(Extracted data entries)
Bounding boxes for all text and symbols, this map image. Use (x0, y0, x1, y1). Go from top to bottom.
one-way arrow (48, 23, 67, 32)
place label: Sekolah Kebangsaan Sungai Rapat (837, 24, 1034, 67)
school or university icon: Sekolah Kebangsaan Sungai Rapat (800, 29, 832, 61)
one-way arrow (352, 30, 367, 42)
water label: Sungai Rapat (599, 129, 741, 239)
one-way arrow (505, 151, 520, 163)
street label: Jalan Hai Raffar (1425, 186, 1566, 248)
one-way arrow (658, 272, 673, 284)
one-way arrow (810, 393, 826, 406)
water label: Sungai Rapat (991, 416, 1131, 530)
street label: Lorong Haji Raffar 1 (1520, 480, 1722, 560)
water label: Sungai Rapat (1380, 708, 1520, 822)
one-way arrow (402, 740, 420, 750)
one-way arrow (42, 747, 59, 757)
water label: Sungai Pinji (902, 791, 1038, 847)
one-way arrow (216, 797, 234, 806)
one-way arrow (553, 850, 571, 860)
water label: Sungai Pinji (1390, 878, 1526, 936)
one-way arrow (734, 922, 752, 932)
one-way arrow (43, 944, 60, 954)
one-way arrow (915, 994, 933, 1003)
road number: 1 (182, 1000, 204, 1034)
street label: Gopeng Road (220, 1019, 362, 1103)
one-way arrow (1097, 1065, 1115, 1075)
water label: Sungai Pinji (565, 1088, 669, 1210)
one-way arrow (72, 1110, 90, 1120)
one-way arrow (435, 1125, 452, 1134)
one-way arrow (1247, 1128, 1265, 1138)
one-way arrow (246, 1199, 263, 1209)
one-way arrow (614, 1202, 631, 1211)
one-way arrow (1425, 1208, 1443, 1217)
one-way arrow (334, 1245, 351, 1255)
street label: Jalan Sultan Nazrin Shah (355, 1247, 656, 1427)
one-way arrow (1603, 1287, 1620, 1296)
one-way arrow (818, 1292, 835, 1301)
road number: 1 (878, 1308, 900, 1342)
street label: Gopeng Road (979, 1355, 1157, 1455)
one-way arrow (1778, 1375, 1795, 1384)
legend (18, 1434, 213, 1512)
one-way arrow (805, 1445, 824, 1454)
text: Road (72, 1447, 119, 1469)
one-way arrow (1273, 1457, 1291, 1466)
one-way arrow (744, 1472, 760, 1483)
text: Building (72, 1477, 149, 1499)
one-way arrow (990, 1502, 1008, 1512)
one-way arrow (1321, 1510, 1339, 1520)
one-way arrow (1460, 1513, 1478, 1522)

==

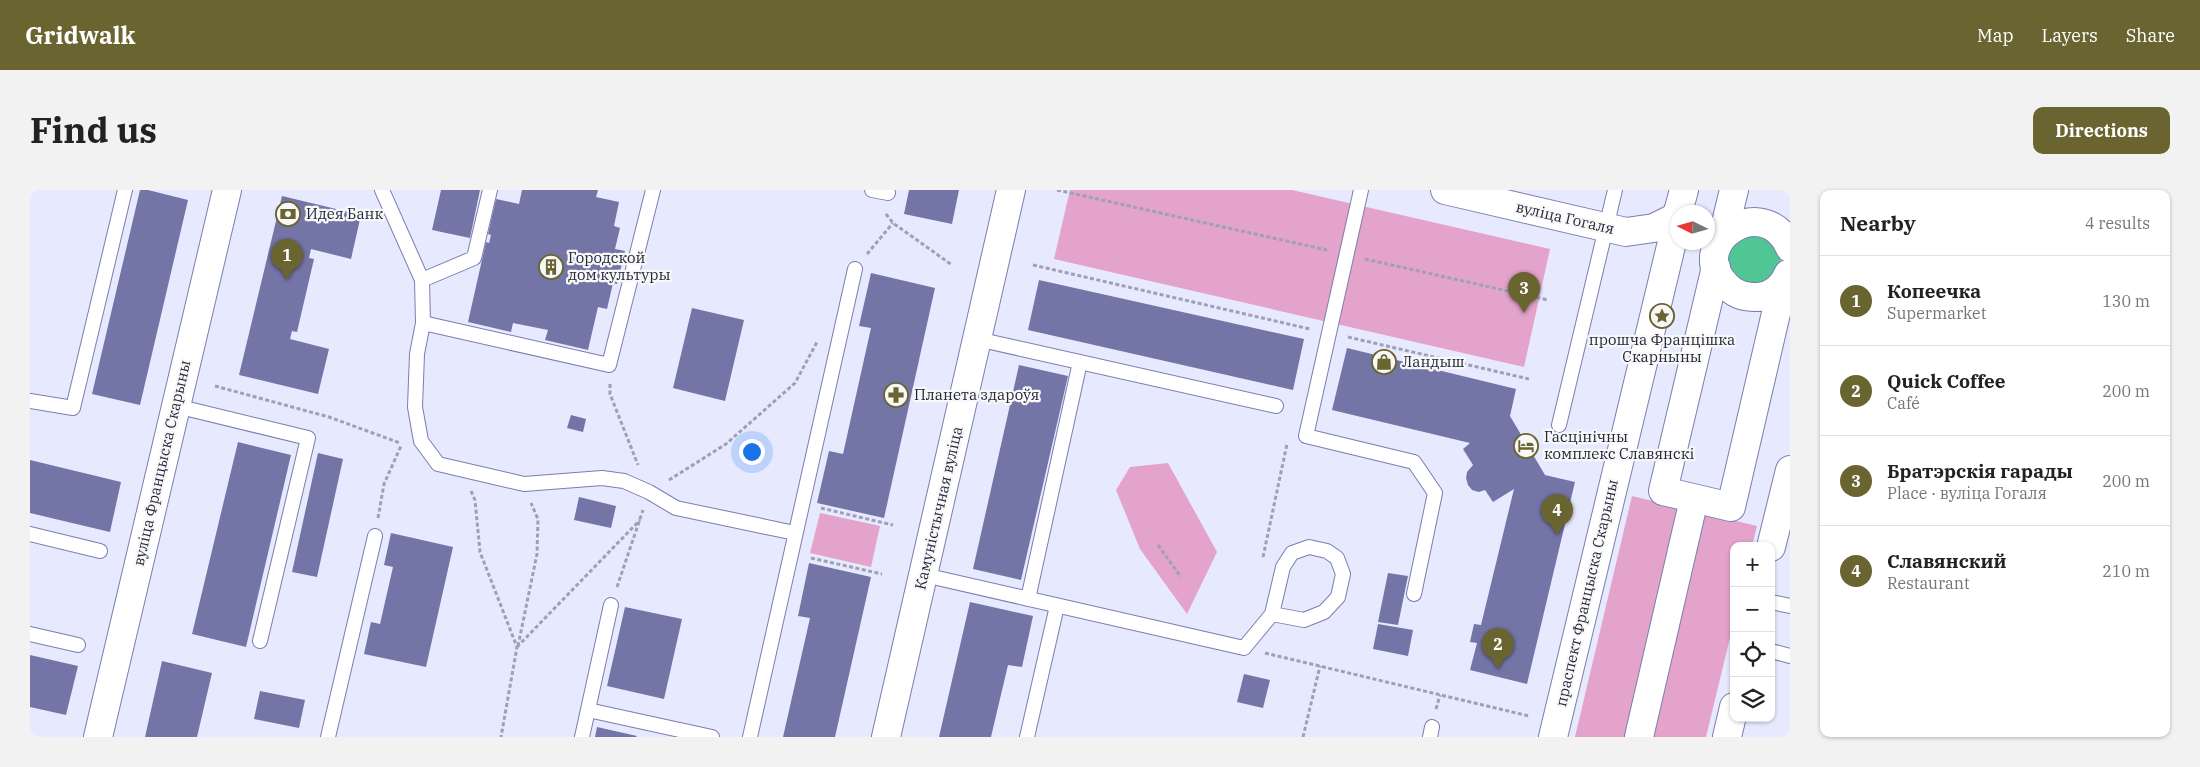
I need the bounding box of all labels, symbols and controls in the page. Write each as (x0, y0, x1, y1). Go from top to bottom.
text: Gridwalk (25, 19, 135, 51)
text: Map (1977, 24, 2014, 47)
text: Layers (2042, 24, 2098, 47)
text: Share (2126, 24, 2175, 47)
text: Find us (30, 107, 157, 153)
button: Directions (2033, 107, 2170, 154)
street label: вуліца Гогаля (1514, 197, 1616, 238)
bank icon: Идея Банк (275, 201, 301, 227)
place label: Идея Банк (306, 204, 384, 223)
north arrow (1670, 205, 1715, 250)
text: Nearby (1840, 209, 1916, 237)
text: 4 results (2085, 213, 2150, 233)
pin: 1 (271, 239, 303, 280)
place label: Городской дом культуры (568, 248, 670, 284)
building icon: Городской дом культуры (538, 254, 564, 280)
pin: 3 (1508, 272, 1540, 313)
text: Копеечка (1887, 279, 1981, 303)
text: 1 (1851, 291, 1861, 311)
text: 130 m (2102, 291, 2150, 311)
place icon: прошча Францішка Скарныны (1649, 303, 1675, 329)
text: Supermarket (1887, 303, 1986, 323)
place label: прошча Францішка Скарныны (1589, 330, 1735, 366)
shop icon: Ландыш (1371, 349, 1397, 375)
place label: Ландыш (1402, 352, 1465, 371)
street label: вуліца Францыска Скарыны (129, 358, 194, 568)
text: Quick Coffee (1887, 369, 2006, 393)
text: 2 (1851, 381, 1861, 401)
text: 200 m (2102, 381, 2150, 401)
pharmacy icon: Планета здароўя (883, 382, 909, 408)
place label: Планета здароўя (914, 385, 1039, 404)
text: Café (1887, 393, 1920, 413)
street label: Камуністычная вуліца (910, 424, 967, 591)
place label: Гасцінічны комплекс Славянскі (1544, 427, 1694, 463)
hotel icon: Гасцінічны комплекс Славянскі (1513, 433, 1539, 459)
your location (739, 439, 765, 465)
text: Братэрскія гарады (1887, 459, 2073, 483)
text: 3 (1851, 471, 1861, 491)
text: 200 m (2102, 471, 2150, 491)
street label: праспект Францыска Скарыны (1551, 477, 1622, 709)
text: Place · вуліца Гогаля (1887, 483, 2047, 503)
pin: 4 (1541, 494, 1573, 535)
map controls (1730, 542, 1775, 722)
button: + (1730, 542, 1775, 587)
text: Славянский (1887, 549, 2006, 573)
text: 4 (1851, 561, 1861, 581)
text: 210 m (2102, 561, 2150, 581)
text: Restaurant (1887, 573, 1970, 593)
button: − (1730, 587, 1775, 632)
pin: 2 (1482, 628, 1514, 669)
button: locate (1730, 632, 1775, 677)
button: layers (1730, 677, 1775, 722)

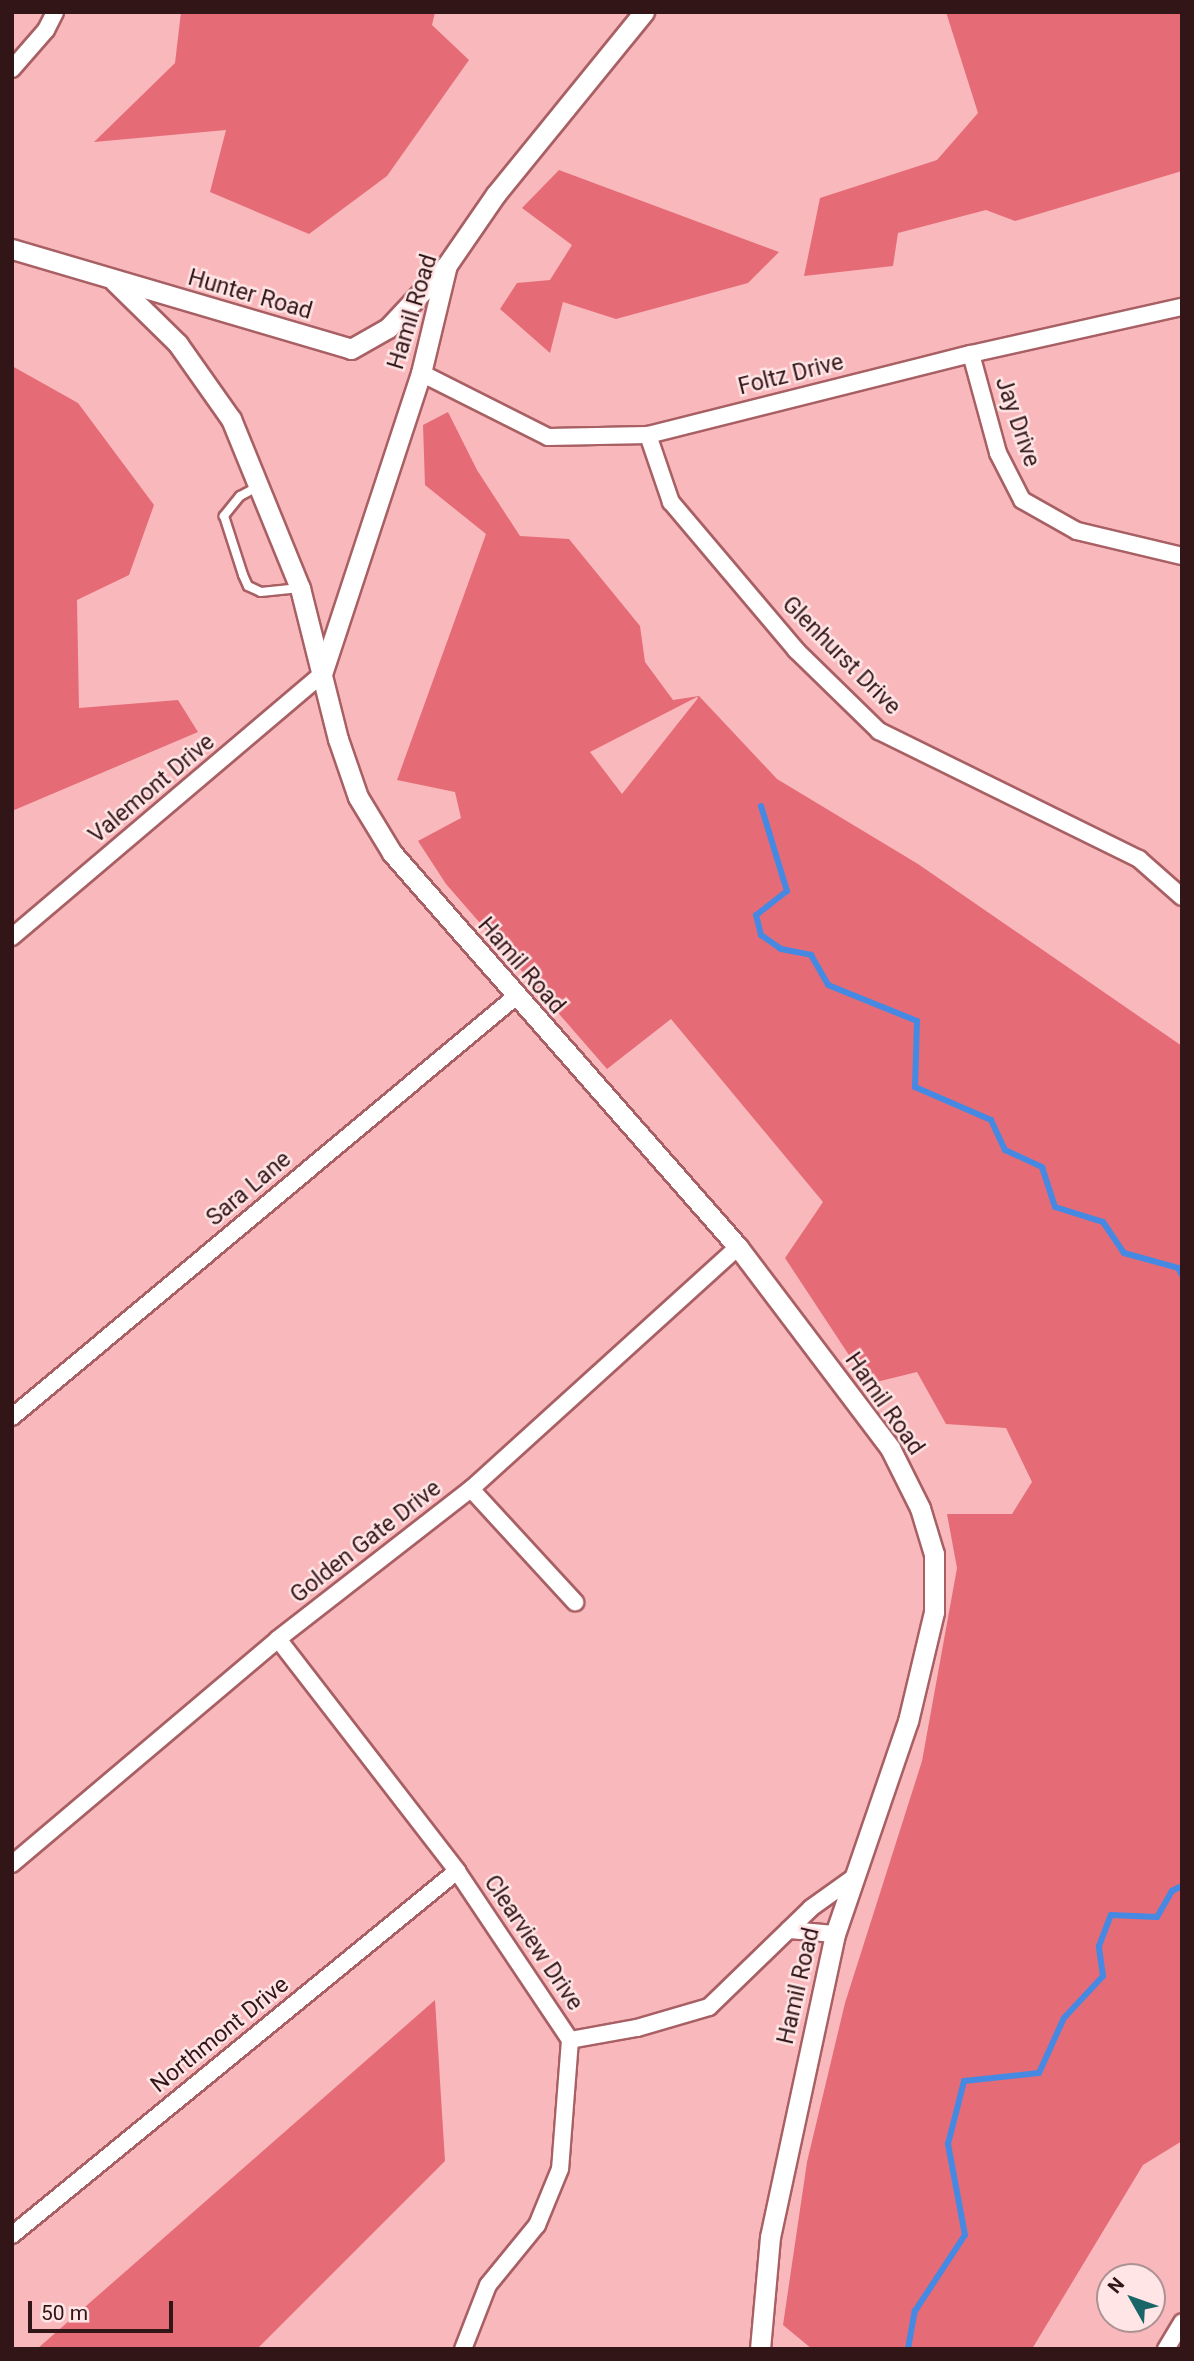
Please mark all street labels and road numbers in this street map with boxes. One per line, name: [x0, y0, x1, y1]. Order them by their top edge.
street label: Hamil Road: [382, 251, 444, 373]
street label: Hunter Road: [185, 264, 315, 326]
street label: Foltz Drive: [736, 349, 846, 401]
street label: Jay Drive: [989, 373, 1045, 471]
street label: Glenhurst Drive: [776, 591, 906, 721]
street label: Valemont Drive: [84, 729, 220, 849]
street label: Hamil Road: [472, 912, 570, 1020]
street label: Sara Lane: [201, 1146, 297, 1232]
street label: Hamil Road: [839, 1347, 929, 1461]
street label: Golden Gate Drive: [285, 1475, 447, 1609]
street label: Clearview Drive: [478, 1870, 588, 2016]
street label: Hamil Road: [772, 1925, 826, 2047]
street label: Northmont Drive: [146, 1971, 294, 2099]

== Prompt ==
The lines to return are those in the records above that hold the word "Францыска".

== Output below ==
street label: вуліца Францыска Скарыны (129, 358, 194, 568)
street label: праспект Францыска Скарыны (1551, 477, 1622, 709)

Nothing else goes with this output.